# [WORK REQUIRED]
Determine how many lines in the entries below contain the word "hidden". The reply is that number alone.

# [EXERCISE MATERIAL]
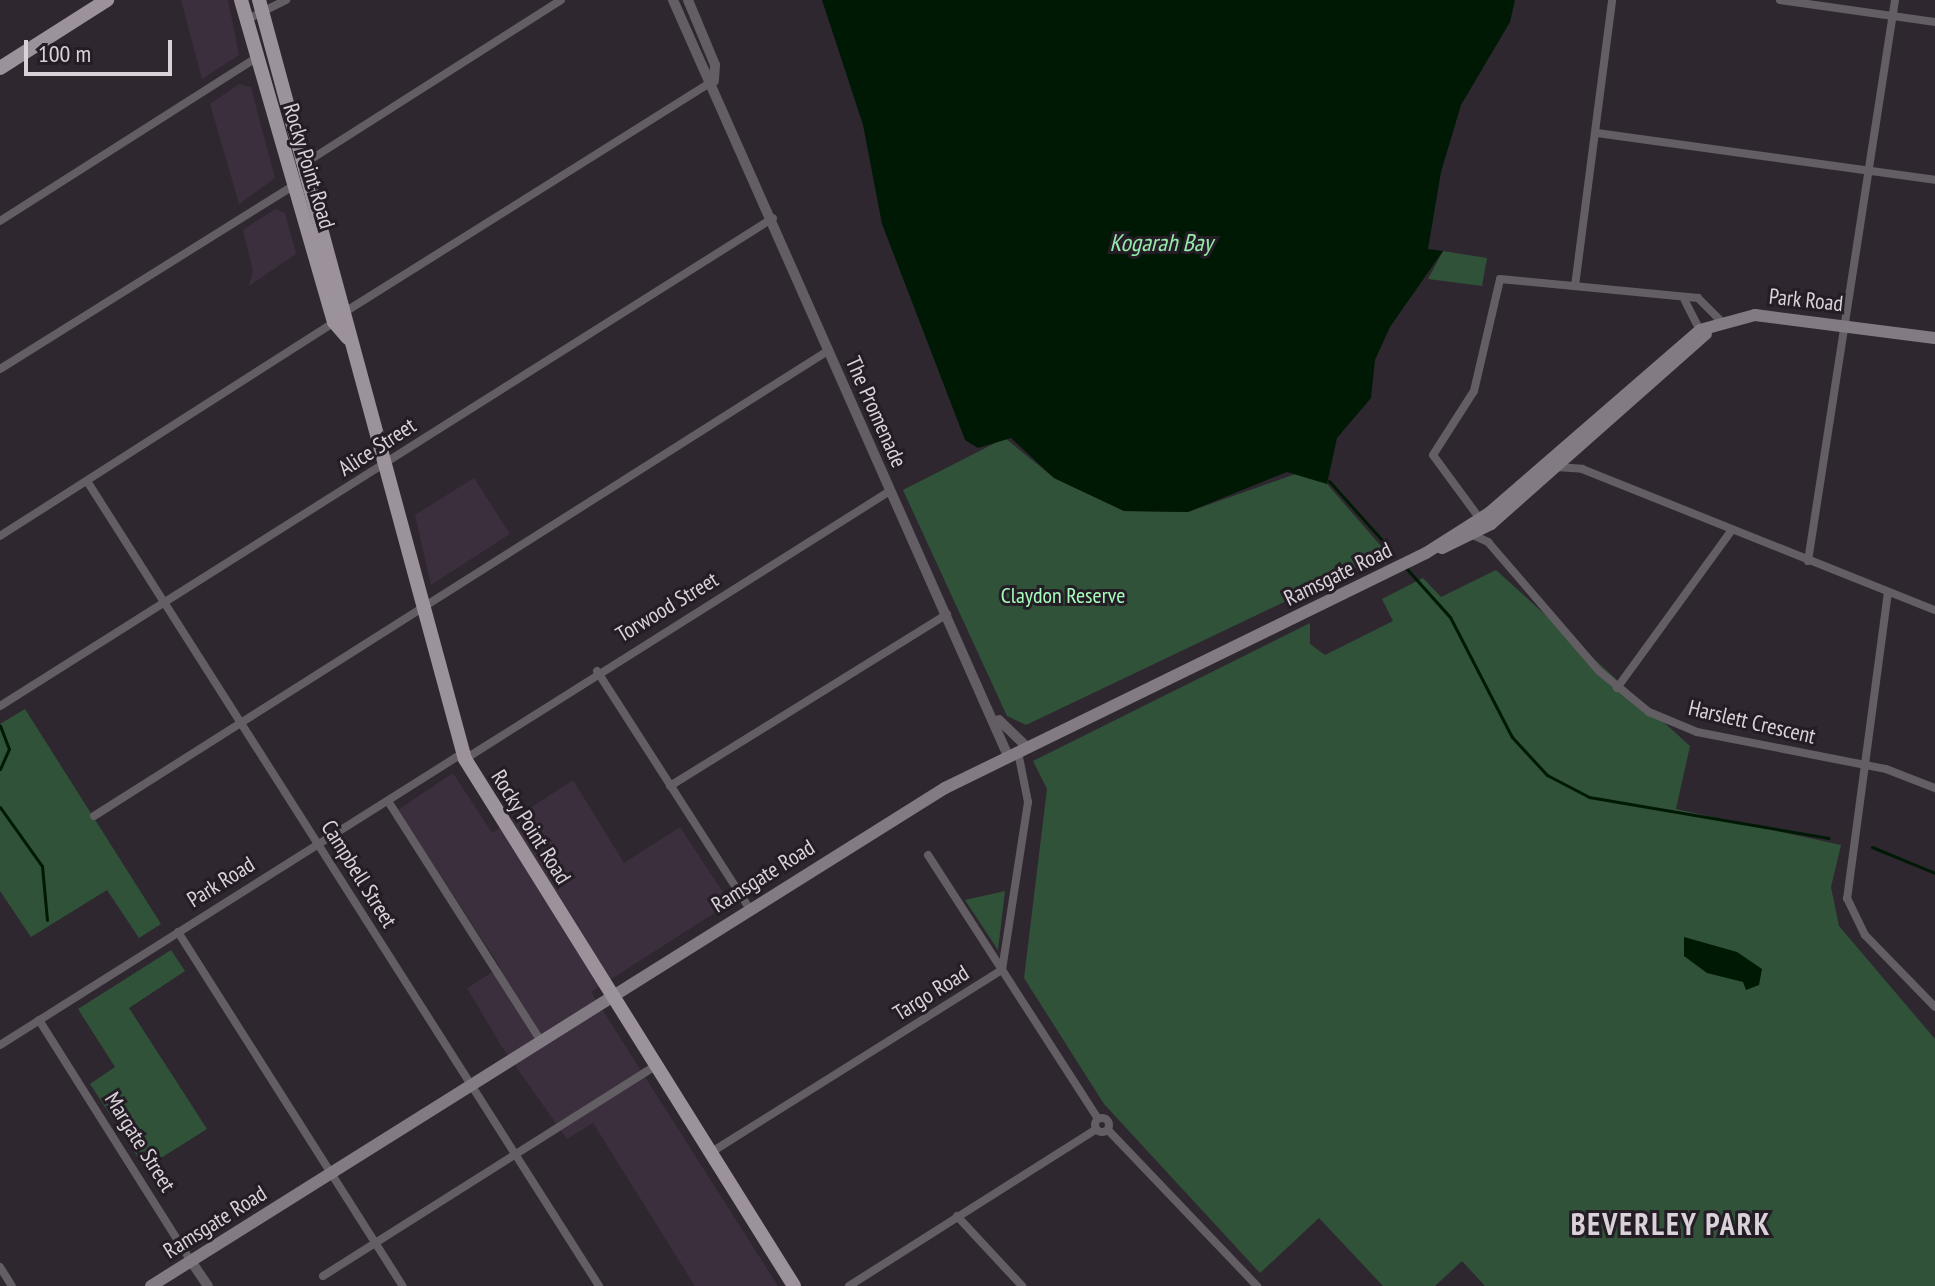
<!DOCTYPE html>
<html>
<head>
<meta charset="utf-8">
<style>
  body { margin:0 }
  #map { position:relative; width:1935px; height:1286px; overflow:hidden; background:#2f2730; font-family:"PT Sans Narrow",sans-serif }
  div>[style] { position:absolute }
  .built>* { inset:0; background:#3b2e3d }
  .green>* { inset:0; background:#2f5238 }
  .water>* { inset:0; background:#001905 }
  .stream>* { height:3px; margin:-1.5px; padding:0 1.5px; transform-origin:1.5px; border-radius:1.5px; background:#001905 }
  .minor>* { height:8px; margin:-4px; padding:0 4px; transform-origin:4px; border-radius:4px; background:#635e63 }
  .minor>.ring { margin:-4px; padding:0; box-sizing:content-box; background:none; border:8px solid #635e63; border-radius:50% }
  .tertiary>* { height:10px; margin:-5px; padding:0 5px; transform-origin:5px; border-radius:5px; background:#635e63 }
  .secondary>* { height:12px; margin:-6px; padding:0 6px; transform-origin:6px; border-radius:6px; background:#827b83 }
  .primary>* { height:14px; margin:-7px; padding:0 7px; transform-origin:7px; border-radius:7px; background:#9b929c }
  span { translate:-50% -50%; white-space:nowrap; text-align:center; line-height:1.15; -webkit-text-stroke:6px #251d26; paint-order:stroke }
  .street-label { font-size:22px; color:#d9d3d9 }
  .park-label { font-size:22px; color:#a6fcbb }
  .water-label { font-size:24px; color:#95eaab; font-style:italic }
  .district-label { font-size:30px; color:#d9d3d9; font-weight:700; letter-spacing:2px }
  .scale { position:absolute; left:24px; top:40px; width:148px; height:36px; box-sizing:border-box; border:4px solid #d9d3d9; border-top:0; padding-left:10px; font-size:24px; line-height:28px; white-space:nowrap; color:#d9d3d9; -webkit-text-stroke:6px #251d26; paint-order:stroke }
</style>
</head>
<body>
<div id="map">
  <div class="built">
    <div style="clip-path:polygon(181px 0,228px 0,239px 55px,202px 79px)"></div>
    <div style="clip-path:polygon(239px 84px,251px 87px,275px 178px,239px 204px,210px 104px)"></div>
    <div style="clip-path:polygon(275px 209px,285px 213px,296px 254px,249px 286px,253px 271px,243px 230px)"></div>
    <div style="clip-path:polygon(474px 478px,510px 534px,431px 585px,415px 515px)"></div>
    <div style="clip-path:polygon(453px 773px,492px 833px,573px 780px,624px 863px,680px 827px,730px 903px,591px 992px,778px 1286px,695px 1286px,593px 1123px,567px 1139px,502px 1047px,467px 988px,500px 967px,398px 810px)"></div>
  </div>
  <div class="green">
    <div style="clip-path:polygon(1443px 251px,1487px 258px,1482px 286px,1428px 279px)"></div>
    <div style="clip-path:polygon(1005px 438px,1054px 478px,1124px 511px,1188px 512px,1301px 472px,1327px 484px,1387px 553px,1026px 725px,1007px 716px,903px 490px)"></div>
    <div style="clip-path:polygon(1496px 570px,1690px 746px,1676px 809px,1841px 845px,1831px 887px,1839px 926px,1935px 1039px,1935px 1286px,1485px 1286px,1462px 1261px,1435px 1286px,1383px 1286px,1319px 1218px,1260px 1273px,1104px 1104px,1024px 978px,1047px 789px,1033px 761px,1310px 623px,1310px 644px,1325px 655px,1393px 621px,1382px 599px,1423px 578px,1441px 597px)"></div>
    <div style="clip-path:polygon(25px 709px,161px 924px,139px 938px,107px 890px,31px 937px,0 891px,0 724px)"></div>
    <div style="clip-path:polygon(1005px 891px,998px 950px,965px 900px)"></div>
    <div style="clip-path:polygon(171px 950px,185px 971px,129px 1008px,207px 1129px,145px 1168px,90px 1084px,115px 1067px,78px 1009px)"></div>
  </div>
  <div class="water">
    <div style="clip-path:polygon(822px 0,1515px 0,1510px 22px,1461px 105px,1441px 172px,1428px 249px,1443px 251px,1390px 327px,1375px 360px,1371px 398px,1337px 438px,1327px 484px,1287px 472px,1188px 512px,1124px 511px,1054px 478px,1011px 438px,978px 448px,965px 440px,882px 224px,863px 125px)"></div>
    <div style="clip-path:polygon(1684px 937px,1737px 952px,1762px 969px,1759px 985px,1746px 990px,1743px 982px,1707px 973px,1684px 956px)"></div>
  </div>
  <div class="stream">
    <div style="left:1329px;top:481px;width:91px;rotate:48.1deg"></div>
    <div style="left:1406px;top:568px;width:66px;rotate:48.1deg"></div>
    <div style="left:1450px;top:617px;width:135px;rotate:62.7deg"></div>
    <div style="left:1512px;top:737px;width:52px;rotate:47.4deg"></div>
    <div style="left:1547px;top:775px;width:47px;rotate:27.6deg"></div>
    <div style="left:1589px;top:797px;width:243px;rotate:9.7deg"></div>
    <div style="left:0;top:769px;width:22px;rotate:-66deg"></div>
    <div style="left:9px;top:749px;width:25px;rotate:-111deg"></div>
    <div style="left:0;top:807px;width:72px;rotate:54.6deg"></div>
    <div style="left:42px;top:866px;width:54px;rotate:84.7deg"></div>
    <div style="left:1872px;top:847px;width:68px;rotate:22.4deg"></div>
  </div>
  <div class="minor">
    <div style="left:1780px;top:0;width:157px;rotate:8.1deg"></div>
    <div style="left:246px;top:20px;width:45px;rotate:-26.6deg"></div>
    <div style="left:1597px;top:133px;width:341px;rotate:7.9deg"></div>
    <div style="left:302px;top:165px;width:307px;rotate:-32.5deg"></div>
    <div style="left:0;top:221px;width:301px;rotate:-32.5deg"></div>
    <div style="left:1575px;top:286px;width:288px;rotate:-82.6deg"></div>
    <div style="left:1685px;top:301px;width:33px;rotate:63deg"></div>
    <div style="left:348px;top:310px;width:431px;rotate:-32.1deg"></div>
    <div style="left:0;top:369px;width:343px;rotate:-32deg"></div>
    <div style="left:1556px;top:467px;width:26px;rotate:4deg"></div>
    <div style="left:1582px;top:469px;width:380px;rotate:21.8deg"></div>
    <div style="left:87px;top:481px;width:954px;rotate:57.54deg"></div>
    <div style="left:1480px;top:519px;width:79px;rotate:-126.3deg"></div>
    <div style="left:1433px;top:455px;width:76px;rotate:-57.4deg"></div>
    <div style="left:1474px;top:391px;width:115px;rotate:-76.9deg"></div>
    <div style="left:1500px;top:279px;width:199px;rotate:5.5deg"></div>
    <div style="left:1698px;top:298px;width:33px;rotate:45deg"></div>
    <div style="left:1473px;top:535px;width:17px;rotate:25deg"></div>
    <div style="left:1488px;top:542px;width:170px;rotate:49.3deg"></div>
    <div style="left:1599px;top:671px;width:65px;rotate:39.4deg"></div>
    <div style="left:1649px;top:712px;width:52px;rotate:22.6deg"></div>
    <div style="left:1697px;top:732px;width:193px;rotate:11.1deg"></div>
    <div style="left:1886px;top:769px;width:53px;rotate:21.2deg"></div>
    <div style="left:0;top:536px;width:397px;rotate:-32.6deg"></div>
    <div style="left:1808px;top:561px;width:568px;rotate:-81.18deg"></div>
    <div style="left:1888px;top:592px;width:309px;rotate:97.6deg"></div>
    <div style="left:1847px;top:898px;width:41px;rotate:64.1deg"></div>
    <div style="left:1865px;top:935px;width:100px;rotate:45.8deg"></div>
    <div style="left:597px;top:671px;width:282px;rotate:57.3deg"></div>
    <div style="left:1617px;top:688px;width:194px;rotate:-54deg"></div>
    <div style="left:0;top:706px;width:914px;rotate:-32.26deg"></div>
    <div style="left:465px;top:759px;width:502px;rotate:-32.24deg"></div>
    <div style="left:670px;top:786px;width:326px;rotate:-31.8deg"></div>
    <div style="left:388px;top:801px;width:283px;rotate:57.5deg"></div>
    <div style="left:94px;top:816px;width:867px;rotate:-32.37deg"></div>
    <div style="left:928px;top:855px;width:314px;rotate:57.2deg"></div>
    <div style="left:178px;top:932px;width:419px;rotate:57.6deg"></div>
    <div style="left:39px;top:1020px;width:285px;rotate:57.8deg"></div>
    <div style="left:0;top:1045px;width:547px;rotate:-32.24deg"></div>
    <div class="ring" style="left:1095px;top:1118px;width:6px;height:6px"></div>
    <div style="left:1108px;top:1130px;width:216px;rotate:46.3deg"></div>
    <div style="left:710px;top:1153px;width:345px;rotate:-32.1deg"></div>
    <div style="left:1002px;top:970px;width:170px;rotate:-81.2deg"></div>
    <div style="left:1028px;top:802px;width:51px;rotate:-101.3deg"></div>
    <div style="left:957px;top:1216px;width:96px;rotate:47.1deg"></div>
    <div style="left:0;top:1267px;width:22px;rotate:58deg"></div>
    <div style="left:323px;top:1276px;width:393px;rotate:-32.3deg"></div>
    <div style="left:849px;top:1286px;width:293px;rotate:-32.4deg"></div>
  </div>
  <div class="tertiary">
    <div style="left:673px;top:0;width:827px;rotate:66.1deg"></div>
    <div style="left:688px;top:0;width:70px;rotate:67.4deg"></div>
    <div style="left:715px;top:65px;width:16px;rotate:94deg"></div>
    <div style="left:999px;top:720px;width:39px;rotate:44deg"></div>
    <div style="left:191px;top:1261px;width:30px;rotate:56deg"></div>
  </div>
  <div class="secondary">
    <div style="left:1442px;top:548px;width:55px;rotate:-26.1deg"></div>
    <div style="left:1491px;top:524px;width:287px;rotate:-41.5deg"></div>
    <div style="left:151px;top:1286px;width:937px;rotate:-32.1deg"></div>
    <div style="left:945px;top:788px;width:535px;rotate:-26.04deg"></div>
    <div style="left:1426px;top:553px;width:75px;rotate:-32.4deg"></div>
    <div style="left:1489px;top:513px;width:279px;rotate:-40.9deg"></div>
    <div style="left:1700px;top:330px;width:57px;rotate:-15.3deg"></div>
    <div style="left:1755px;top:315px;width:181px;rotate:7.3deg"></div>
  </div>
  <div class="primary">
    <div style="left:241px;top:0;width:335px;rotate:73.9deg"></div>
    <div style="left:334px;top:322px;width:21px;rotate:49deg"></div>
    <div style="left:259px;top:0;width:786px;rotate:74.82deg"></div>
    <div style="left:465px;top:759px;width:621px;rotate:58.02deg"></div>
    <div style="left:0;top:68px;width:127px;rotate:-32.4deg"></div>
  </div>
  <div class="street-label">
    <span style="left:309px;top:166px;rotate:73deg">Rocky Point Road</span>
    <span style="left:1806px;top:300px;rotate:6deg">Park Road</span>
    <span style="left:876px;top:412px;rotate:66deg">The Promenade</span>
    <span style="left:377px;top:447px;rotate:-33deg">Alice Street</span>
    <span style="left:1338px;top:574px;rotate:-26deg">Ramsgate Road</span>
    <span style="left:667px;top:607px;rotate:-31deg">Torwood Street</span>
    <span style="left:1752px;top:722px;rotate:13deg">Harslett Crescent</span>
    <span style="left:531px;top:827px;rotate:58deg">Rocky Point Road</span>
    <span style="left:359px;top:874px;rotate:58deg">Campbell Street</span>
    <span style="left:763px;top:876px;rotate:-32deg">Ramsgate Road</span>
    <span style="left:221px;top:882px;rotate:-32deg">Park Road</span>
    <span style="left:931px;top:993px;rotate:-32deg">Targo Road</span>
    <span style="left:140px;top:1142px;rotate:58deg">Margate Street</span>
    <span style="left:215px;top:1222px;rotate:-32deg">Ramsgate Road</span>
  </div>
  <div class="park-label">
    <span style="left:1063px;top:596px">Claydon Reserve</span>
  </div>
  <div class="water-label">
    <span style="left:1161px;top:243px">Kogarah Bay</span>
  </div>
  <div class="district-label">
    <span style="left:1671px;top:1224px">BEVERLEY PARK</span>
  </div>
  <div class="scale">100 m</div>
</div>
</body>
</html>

==

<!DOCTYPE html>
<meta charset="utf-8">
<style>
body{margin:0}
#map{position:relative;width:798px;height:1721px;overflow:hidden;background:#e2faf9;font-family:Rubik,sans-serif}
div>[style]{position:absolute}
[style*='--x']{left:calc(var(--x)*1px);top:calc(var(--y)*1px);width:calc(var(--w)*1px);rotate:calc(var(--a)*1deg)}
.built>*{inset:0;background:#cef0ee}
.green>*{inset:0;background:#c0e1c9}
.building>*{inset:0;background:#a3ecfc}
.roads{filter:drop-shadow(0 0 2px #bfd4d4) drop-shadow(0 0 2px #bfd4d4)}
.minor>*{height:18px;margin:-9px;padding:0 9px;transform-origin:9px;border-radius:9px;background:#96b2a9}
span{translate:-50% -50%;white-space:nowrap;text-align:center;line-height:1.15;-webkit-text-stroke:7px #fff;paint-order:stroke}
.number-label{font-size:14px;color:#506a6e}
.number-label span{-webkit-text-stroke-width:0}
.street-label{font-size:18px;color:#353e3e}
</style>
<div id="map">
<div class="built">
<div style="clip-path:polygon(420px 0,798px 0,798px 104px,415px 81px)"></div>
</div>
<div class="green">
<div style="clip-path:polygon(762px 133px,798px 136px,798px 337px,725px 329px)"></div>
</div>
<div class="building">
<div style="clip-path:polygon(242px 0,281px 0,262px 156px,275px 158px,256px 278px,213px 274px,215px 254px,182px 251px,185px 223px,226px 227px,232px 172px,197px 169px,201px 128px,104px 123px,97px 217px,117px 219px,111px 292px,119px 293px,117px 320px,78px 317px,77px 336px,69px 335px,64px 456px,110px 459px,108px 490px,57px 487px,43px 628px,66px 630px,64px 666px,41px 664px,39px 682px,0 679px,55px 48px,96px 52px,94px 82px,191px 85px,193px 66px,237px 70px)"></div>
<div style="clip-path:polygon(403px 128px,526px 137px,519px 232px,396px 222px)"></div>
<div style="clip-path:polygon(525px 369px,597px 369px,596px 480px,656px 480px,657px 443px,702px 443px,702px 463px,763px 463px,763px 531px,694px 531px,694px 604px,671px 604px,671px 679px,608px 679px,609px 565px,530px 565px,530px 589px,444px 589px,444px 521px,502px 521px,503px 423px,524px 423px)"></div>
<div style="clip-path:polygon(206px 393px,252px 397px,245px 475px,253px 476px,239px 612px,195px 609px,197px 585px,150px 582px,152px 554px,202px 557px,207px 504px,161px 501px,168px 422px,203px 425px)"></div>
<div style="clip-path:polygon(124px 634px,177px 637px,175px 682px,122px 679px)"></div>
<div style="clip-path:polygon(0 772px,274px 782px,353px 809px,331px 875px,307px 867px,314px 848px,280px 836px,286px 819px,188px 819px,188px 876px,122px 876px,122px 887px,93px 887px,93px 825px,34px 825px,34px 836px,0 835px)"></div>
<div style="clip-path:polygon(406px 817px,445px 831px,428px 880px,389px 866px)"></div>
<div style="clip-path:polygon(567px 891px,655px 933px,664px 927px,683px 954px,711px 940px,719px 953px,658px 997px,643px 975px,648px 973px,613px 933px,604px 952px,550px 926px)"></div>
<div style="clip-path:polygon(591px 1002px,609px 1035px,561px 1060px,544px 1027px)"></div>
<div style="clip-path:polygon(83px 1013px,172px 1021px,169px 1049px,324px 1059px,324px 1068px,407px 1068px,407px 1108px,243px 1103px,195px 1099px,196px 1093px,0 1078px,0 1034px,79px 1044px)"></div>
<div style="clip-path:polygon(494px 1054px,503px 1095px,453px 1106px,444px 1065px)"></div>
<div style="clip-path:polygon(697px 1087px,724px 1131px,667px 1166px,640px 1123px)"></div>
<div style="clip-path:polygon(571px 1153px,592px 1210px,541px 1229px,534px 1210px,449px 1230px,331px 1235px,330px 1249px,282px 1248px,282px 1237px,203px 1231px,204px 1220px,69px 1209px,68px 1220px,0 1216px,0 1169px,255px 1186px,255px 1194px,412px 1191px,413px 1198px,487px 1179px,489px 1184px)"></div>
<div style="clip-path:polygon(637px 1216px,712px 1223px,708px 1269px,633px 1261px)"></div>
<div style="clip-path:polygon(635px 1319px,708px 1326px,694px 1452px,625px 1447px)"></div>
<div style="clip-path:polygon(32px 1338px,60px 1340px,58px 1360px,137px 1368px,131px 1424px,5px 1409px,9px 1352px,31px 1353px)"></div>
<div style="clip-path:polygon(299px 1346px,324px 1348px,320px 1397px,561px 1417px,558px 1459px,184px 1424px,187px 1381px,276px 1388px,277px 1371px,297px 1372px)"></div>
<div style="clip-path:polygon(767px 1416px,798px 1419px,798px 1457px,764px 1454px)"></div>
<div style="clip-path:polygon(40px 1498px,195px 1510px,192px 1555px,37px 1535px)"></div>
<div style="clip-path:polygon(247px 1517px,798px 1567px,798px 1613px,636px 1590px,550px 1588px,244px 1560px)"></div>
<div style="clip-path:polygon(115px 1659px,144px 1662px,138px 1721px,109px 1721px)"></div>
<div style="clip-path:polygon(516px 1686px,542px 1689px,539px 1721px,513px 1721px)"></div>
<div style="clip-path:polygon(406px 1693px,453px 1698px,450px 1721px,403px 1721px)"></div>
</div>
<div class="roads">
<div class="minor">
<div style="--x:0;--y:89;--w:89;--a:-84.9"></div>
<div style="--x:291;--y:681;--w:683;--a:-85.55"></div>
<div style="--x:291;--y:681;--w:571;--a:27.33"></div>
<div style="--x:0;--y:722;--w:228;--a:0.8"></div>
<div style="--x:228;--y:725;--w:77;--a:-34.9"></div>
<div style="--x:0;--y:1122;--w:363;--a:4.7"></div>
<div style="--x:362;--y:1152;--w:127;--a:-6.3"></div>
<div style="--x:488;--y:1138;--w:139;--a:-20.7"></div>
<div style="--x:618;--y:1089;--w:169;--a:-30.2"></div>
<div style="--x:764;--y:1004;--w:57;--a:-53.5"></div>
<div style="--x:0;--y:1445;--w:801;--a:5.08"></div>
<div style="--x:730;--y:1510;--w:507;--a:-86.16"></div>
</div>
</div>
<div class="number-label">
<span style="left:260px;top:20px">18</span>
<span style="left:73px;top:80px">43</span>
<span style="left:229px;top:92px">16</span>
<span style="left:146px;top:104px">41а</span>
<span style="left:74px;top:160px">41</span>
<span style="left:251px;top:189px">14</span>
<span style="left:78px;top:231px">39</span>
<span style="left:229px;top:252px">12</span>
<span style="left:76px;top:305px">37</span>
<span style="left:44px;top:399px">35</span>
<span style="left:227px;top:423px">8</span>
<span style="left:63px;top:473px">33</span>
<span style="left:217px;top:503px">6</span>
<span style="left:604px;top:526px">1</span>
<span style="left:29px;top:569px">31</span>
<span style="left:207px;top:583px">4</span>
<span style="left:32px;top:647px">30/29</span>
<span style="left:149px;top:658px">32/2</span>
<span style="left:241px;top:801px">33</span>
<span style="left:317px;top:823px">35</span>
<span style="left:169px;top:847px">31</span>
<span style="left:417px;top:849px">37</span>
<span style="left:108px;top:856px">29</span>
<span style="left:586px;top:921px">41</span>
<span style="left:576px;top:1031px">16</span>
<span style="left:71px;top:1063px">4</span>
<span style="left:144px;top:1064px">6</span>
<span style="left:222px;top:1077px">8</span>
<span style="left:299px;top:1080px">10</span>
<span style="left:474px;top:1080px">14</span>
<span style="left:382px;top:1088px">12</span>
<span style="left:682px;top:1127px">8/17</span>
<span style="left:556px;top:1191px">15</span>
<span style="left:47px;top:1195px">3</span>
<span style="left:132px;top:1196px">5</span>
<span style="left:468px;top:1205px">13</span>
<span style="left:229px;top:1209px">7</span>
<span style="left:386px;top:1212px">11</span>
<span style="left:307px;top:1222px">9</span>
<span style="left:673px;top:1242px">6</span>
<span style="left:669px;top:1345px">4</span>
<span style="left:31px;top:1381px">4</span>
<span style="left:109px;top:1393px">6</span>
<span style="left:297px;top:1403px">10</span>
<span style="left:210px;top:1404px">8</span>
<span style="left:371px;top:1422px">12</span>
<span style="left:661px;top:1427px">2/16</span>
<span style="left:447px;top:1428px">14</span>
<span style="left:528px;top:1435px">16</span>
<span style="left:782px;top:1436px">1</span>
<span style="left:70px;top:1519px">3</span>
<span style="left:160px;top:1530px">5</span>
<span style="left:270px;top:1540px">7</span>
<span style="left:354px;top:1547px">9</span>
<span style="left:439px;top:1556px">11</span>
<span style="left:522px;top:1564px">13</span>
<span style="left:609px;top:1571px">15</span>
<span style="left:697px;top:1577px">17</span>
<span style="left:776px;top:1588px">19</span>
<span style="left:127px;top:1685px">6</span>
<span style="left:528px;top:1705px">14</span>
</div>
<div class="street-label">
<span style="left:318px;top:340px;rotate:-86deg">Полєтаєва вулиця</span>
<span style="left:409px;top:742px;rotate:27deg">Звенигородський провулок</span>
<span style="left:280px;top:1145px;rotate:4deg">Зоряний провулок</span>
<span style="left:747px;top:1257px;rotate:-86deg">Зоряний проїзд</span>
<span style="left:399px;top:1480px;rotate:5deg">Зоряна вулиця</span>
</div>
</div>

# [ANSWER SECTION]
2